_Assignment_
In the listing below, find the line with "Map reading. Convert" and copy every line from there up to and including the line with "Describe the screen", exactly and without pictures.

_Record extracts_
....................
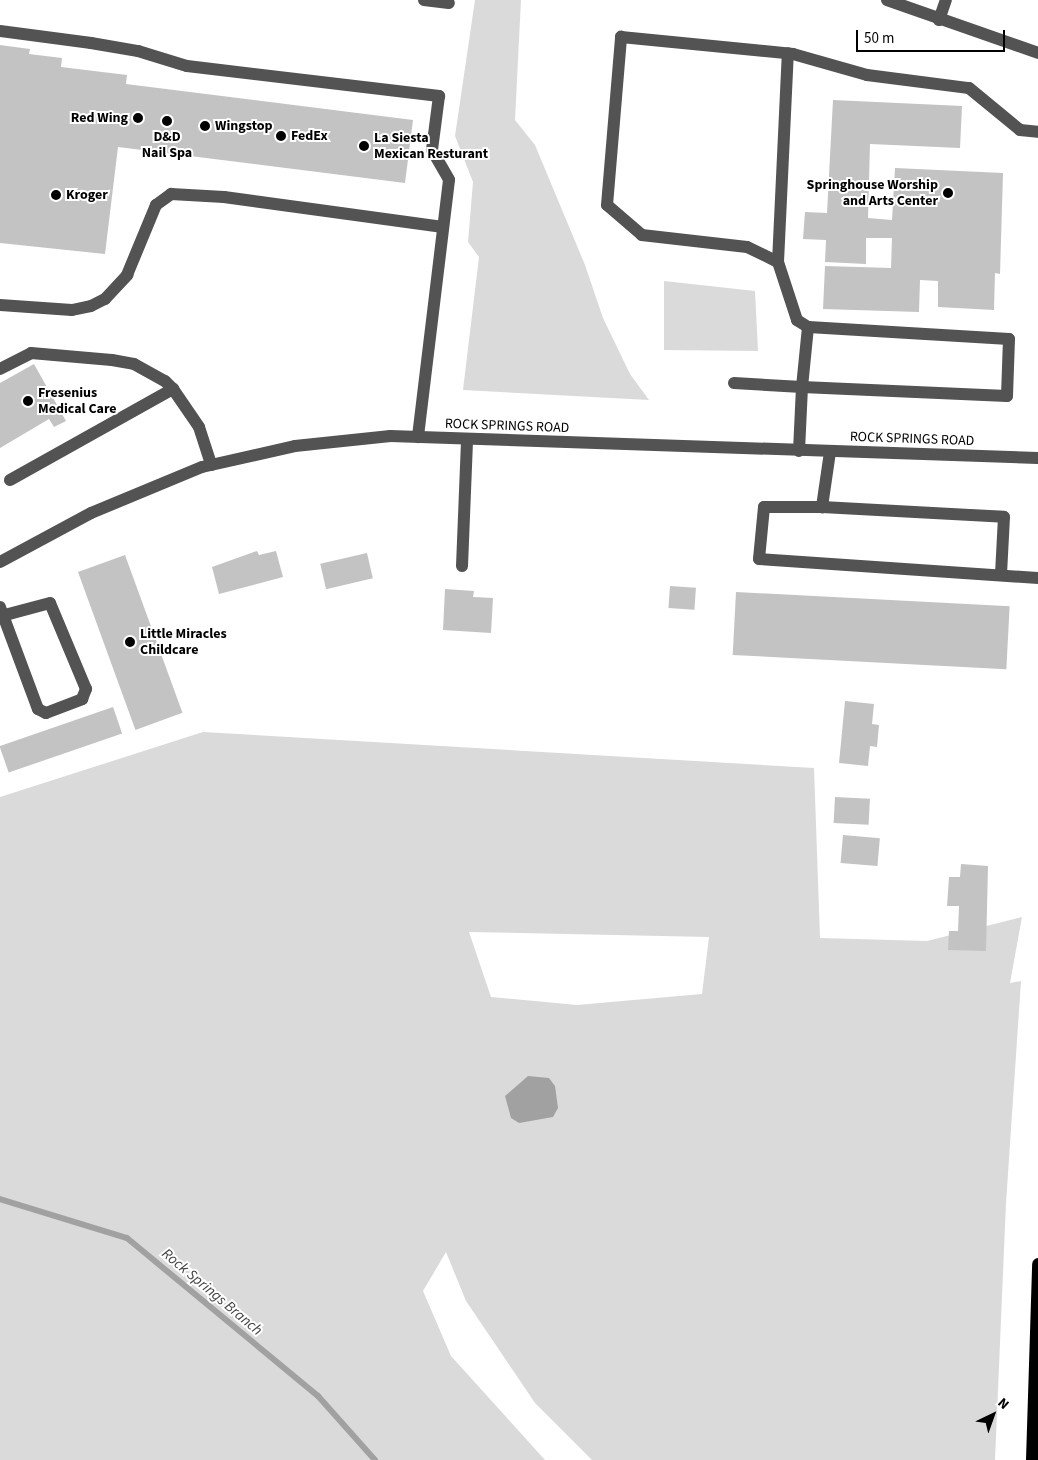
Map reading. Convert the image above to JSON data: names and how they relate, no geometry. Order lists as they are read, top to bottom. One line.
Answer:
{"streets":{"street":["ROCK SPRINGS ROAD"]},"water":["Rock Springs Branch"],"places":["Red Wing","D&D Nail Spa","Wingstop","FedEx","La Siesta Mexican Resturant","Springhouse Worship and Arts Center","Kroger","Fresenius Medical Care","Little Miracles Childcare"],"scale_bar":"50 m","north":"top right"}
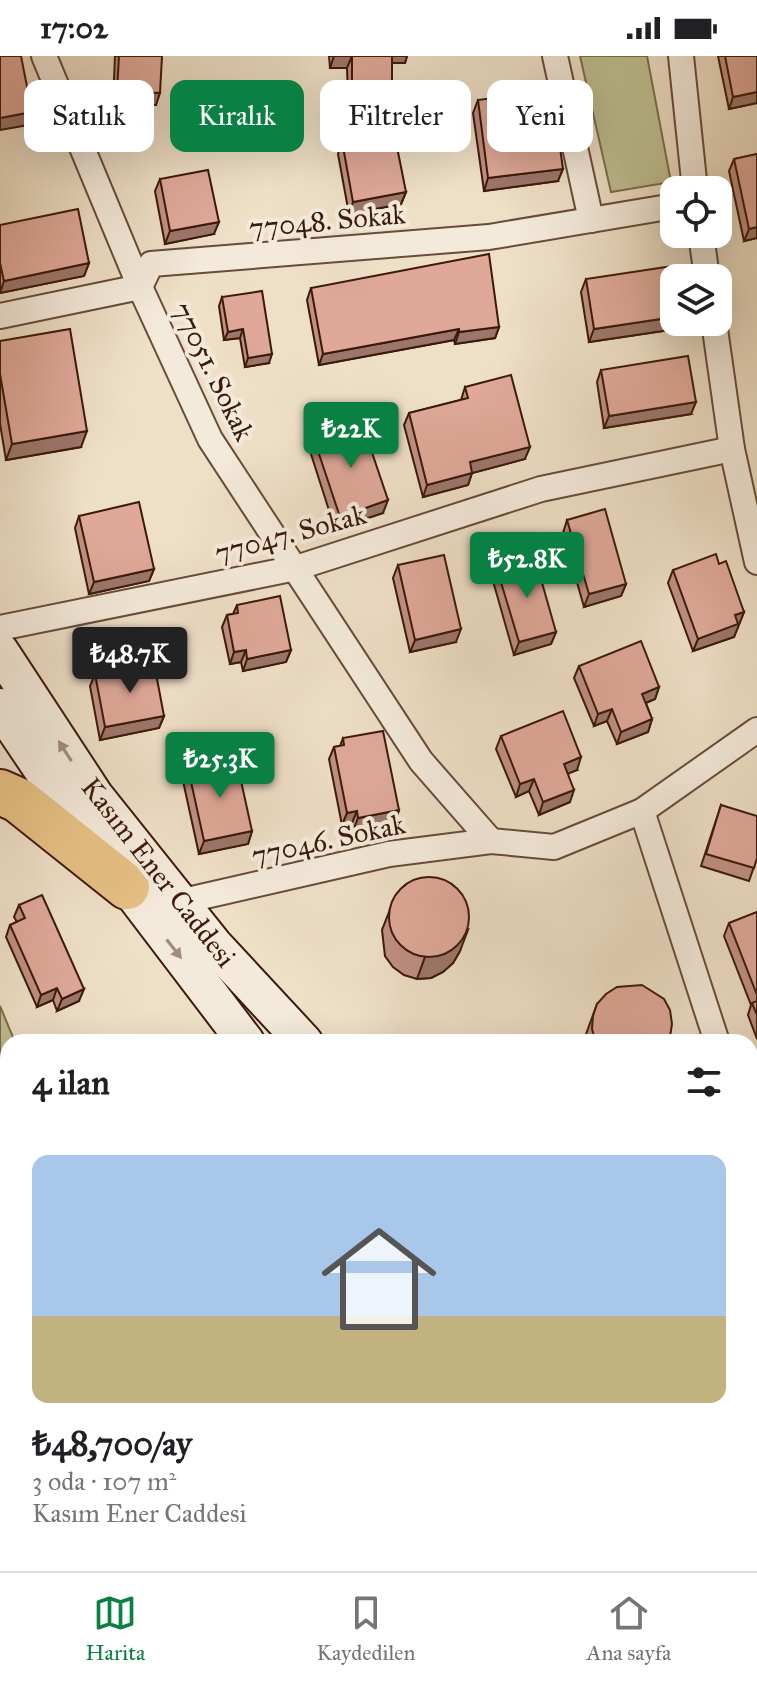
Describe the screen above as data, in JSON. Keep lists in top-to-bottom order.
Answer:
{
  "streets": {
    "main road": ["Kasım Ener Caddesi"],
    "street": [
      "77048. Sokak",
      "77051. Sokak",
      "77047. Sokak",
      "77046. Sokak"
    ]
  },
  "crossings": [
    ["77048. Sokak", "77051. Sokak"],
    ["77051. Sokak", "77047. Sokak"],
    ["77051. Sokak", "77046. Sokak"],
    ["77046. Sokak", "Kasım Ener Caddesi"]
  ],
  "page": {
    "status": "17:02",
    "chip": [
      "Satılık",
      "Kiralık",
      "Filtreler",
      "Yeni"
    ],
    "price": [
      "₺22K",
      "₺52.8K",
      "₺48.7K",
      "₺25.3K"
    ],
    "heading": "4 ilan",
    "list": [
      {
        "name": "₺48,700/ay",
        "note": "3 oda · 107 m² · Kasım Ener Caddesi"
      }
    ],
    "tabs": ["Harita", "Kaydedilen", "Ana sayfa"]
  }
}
....................
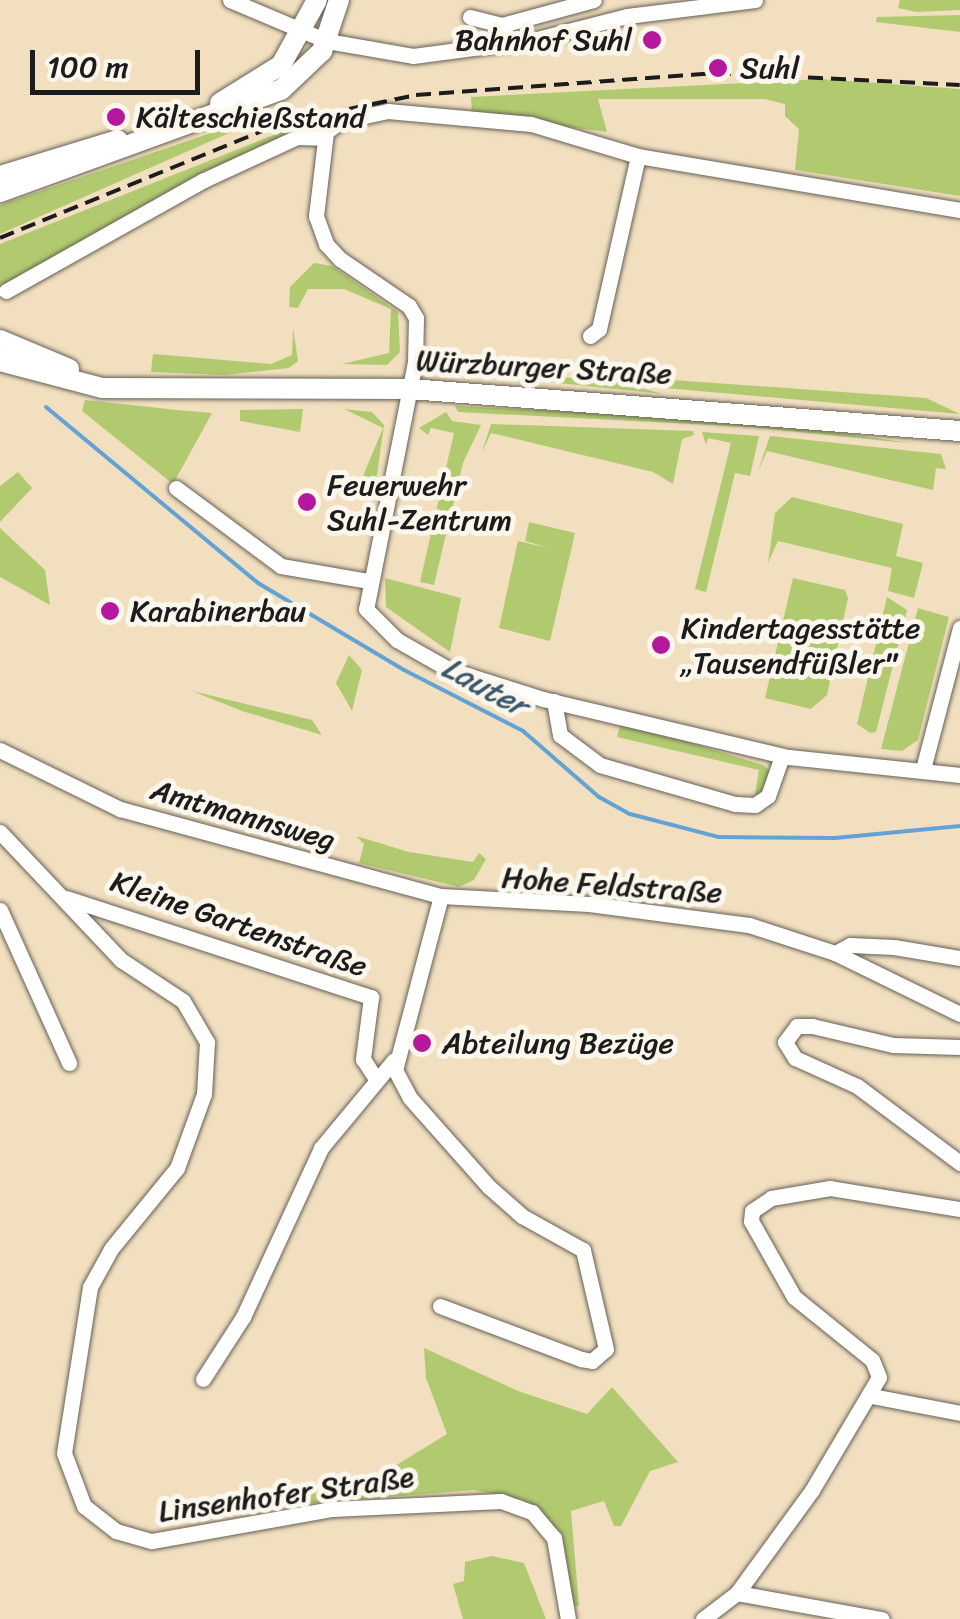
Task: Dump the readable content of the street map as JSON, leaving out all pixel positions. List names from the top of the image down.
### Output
....................
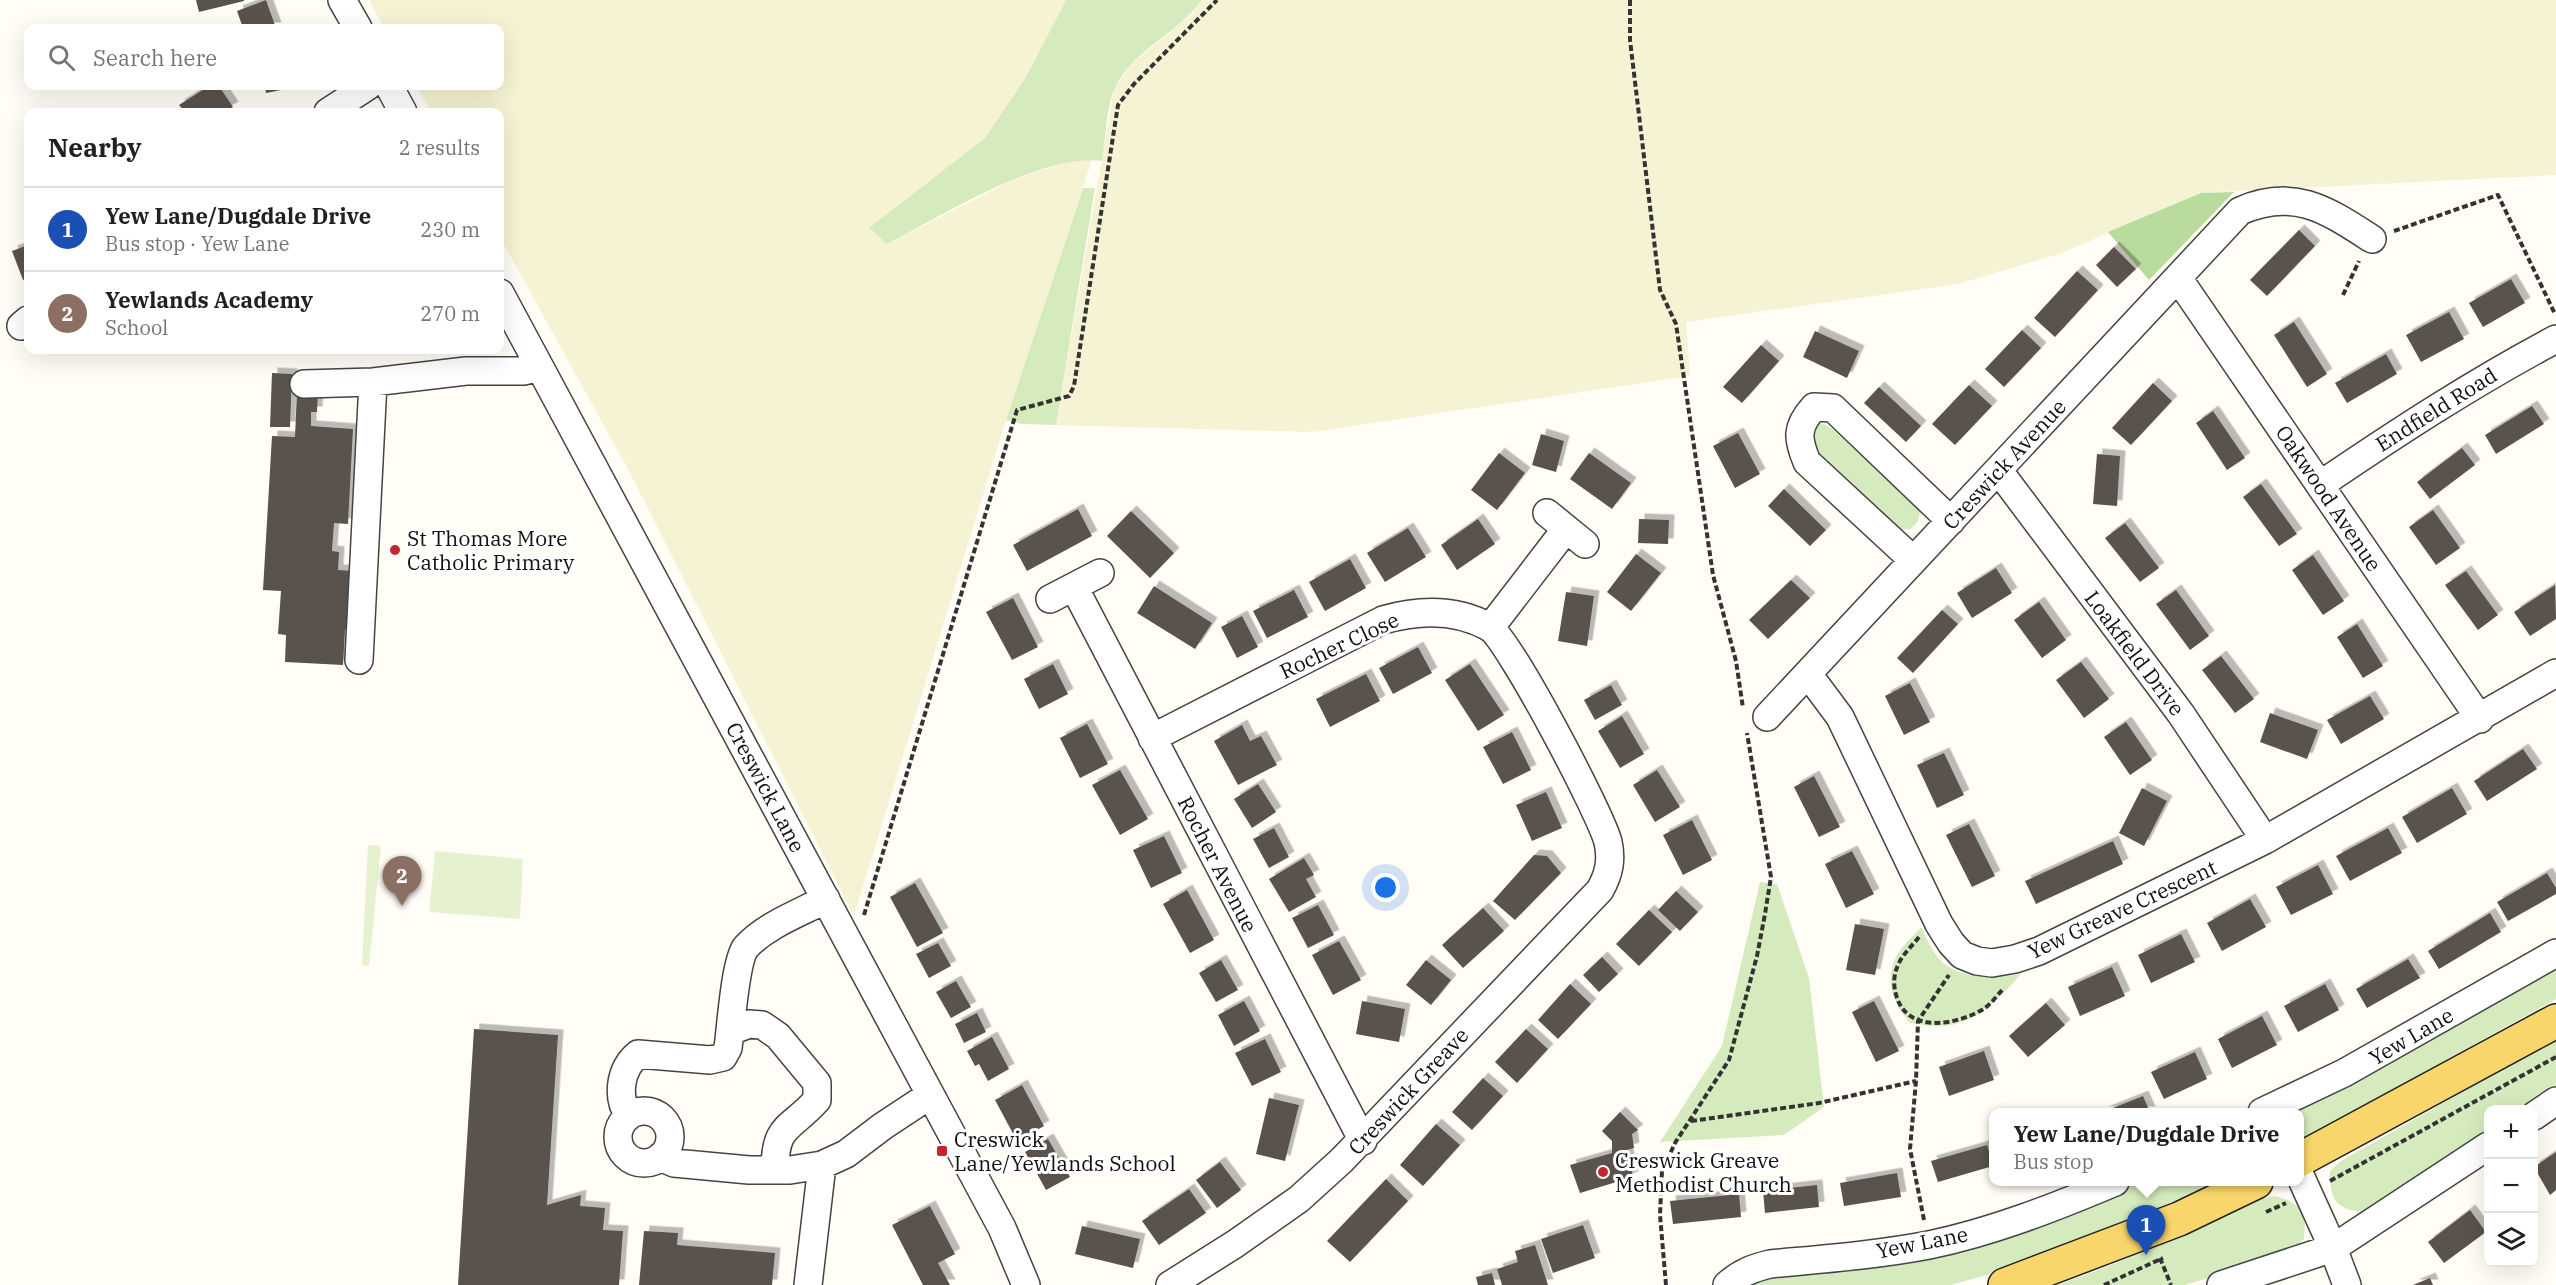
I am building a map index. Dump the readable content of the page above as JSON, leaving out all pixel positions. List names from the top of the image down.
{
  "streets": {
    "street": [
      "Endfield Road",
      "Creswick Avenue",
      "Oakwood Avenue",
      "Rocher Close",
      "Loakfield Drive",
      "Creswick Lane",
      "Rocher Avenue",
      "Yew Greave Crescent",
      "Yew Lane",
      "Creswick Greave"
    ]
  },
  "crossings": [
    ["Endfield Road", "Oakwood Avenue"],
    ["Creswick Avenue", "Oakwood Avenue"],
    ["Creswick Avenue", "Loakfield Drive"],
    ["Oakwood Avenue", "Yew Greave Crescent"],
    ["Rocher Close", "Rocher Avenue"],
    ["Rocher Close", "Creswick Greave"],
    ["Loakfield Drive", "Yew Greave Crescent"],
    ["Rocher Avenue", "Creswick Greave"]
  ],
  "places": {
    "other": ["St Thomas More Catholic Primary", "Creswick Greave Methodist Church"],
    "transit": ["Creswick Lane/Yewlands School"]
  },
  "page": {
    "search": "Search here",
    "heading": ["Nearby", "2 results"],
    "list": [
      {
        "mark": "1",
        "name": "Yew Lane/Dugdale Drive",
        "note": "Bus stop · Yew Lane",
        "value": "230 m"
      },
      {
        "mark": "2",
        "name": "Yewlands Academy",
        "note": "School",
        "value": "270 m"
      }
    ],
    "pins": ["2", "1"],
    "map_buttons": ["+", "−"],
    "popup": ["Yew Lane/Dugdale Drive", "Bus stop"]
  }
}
....................
_Response box_
Map reading. Convert the image above to JSON data: names and how they relate, no geometry. Order lists as they are read, top to bottom. One line.
Answer:
{"streets":{"street":["ROCK SPRINGS ROAD"]},"water":["Rock Springs Branch"],"places":["Red Wing","D&D Nail Spa","Wingstop","FedEx","La Siesta Mexican Resturant","Springhouse Worship and Arts Center","Kroger","Fresenius Medical Care","Little Miracles Childcare"],"scale_bar":"50 m","north":"top right"}
Describe the screen above as data, in JSON. Keep lists in top-to-bottom order.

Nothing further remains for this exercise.